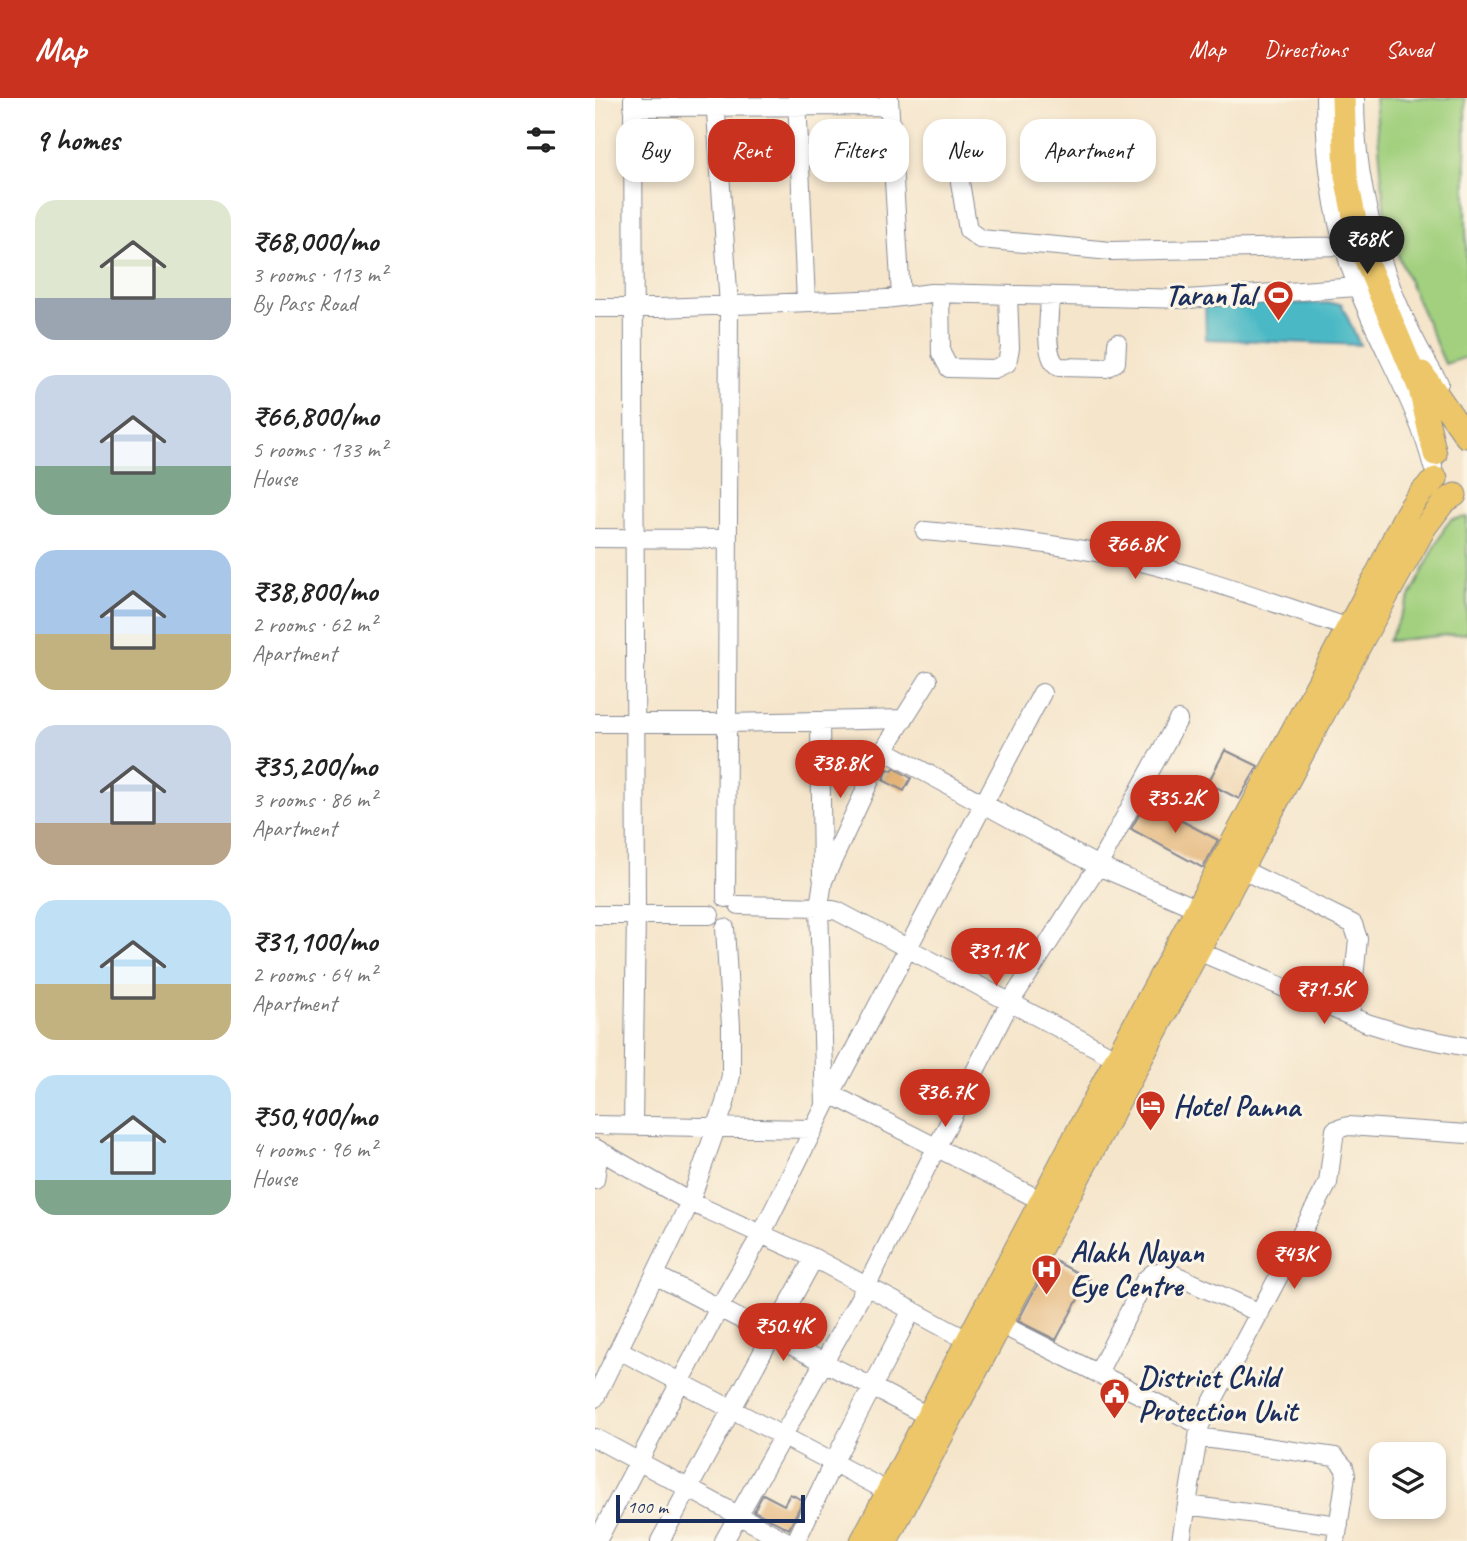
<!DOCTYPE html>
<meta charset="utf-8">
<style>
:root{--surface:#fff;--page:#f6f6f6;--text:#222;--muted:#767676;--accent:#c8321e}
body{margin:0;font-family:Caveat,sans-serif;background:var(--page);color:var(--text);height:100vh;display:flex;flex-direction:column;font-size:26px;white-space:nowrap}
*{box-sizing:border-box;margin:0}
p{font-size:23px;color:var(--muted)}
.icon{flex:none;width:38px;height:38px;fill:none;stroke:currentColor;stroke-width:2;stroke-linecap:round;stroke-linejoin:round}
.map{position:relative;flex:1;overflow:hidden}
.side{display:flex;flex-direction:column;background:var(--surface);width:595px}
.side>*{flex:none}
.hud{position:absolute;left:21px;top:21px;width:665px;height:63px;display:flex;gap:14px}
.tools{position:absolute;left:774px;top:1344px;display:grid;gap:14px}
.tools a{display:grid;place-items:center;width:77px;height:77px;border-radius:14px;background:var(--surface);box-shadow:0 4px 10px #0003;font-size:35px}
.scale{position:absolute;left:21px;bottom:18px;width:189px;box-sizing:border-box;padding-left:7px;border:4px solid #1b2f5e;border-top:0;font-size:19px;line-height:24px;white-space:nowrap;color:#1b2f5e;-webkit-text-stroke:5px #fcf5e5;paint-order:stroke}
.price{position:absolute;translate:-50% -60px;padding:0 16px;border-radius:24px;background:var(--accent);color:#fff;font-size:23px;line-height:46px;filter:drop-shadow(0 2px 4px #0008)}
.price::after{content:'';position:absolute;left:50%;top:42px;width:21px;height:16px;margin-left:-10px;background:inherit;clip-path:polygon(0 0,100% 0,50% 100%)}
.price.selected{background:#222;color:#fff}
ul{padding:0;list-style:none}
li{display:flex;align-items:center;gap:21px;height:175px;padding:0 35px}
li span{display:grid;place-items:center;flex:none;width:196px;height:140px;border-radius:21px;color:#555}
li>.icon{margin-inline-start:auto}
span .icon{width:84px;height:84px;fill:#fffc;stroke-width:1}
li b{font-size:30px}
h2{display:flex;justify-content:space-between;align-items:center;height:84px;padding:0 35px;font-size:30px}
.pill{padding:0 24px;border-radius:21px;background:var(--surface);box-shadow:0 4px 10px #0003;font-size:24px;line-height:63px}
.pill.selected{background:var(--accent);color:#fff}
header{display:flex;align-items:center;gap:42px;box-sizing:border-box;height:98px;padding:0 35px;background:var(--accent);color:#fff}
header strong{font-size:33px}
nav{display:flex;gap:38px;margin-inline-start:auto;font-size:24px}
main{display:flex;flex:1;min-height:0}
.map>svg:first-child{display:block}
</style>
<header>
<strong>Map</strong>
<nav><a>Map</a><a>Directions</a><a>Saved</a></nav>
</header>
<main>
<section class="side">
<h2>9 homes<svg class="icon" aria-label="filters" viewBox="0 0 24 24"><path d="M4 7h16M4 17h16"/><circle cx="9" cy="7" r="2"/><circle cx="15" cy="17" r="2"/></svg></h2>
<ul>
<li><span style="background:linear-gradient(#dfe7d0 70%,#9aa5b1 0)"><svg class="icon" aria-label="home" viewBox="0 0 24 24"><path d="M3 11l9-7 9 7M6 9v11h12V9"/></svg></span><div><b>₹68,000/mo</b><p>3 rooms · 113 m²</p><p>By Pass Road</p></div></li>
<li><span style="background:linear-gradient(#c9d6e8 65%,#7fa58c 0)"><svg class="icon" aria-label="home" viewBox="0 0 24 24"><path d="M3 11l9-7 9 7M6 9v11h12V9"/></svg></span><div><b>₹66,800/mo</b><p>5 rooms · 133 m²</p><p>House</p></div></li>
<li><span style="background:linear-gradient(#a9c7e8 60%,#c2b280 0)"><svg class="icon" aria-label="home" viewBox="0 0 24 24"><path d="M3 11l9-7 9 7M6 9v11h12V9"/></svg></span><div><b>₹38,800/mo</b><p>2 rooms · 62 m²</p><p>Apartment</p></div></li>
<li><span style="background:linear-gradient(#c9d6e8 70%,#b9a48a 0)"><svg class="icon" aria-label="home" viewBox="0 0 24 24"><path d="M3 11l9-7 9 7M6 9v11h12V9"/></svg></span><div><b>₹35,200/mo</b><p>3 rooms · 86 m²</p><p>Apartment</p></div></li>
<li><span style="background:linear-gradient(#bfe0f5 60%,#c2b280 0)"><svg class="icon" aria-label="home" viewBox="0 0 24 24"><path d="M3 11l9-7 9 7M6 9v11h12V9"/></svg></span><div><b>₹31,100/mo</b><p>2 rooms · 64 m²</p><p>Apartment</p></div></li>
<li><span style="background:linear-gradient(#bfe0f5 75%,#7fa58c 0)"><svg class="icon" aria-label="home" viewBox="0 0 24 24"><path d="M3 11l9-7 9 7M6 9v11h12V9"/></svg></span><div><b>₹50,400/mo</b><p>4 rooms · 96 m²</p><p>House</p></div></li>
</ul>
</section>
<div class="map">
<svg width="872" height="1443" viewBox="0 0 872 1443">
<rect width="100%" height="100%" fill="#fcf5e5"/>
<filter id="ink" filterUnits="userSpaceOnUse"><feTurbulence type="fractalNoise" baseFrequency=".0143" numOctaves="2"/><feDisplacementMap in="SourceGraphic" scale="14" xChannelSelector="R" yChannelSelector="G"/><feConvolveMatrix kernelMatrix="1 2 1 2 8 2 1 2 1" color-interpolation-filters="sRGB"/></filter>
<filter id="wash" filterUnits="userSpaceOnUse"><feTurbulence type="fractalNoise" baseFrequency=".00686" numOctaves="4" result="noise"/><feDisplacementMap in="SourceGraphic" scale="28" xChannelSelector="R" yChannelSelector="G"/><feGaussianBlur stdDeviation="1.57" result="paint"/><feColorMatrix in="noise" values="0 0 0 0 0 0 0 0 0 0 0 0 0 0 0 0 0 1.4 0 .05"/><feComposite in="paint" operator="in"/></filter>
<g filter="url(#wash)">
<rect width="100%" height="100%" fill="#f5e5cb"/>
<path fill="#a2d07e" stroke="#5e806e" stroke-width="2" d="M780,0H870L872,259L850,266L805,163L790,119Z
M872,419V535L793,543L850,429L856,422Z"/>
<path fill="#4cb9c5" stroke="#347492" stroke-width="2" d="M746,205L765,247L611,241L610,206Z"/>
<g id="blocks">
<path fill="#e3b376" d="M630,652L663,668L644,701L613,685Z
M299,670L316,680L309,693L288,682L293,671L297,673Z
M551,704L623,742L608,770L536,731Z
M456,1161L494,1181L461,1242L423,1223Z
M168,1396L189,1407L195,1396L208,1402L194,1431L159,1413Z"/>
</g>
</g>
<g filter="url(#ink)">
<use href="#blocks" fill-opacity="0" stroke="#888a94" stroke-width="2"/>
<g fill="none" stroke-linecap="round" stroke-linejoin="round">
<defs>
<path id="minor" d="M38,0L41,816L38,1028
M120,0L134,208L132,625L309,621
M202,0L211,204
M294,0L306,199
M730,0C730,64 739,130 763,190C786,251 822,305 838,369
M760,0C760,101 791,199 844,285
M38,9L294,8
M364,78L373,132L385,141L516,153L750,148
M345,195L346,255L354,270L399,271L412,265L415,250L413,197
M455,198C455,216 447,259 464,269L511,270L521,264L522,245
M0,210H66L290,201L336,195L592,201L762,189
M330,433C394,439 458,445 521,458C599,475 675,504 751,529
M0,440L133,441
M225,623L227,779
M0,625H132L131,800
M289,652L503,768L601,810
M646,771L758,826L763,841L755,918
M144,807L224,809L242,813L530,965
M0,817H115
M603,853L772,925L811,937L872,949
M236,996L447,1103
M230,1006L224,809L228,783L289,652L333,582
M0,1027L218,1031
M0,1050L95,1104L219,1160L372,1242
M0,1082L4,1053
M60,1177L333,1318
M405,1226L605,1327
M24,1252L294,1394
M503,1275L550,1182L558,1175L571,1173L665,1215
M0,1300L95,1104L130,1005L136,977V928L130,830
M603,1339L740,1359L749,1369L751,1377L741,1443
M0,1340L191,1443
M592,1407L744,1427
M0,1442L2,1443L124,1210L167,1135L236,996L447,595
M65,1443L219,1160
M129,1443L272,1187L414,906L503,768L583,622
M201,1443L238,1365L317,1212
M586,1443L605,1327L733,1085L740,1032L753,1028L872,1036"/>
<path id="major" d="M748,0L751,78L765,148L825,291L840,356
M827,275L871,338
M267,1443L521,961L782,476C799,443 811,403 841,381
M291,1443L769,539L830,429L849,404L860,397"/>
</defs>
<use href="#minor" stroke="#888a94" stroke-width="20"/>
<use href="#major" stroke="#888a94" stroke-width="25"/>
<use href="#minor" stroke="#fff" stroke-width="18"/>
<use href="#major" stroke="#ecc669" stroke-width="23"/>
</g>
</g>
<defs>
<symbol id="stadium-pin" viewBox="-11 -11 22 30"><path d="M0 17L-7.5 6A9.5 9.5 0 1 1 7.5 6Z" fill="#c8321e" stroke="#fcf5e5"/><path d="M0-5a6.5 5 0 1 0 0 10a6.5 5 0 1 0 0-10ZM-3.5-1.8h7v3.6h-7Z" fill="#fff"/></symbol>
<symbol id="hotel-pin" viewBox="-11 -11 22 30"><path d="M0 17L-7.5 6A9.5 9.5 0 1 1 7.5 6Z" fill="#c8321e" stroke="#fcf5e5"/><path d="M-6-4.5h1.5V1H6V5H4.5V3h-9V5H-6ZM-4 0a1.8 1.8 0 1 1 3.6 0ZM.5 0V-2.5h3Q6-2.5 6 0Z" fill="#fff"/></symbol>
<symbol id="hospital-pin" viewBox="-11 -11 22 30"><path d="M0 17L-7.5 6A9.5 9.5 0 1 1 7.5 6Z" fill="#c8321e" stroke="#fcf5e5"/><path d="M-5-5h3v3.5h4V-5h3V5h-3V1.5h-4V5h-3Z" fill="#fff"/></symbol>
<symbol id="civic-pin" viewBox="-11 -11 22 30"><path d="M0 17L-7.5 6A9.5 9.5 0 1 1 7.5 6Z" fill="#c8321e" stroke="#fcf5e5"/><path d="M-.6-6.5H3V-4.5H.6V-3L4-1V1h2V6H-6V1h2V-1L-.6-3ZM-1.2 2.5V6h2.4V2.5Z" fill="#fff"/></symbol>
</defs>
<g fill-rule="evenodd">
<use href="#stadium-pin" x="666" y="180" width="35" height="47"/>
<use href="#hotel-pin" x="538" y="990" width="35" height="47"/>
<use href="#hospital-pin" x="434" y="1154" width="35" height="47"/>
<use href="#civic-pin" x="502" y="1278" width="35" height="47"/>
</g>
<g text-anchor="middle" stroke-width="6" stroke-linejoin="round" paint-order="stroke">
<g font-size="30" font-weight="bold" fill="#1b2f5e" stroke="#fcf5e5" text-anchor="start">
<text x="660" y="207" text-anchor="end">TaranTal</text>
<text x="578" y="1018">Hotel Panna</text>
<text x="475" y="1164">Alakh Nayan<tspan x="475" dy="34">Eye Centre</tspan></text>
<text x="543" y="1289">District Child<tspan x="543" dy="34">Protection Unit</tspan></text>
</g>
</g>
</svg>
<div class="tools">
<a><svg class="icon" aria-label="layers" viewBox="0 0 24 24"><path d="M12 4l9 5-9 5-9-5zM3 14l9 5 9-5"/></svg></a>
</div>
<div class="scale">100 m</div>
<b class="price selected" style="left:772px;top:178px">₹68K</b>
<b class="price" style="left:540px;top:483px">₹66.8K</b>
<b class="price" style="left:245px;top:702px">₹38.8K</b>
<b class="price" style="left:580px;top:737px">₹35.2K</b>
<b class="price" style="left:401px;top:890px">₹31.1K</b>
<b class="price" style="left:729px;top:928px">₹71.5K</b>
<b class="price" style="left:350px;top:1031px">₹36.7K</b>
<b class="price" style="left:699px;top:1193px">₹43K</b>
<b class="price" style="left:188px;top:1265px">₹50.4K</b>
<div class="hud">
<a class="pill">Buy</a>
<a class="pill selected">Rent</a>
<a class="pill">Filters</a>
<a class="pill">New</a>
<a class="pill">Apartment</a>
</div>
</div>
</main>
= = =
-- EXERCISE --
What is the number of lines in the entries above that contain the word "strong"? Answer with that number only.

-- REPLY --
2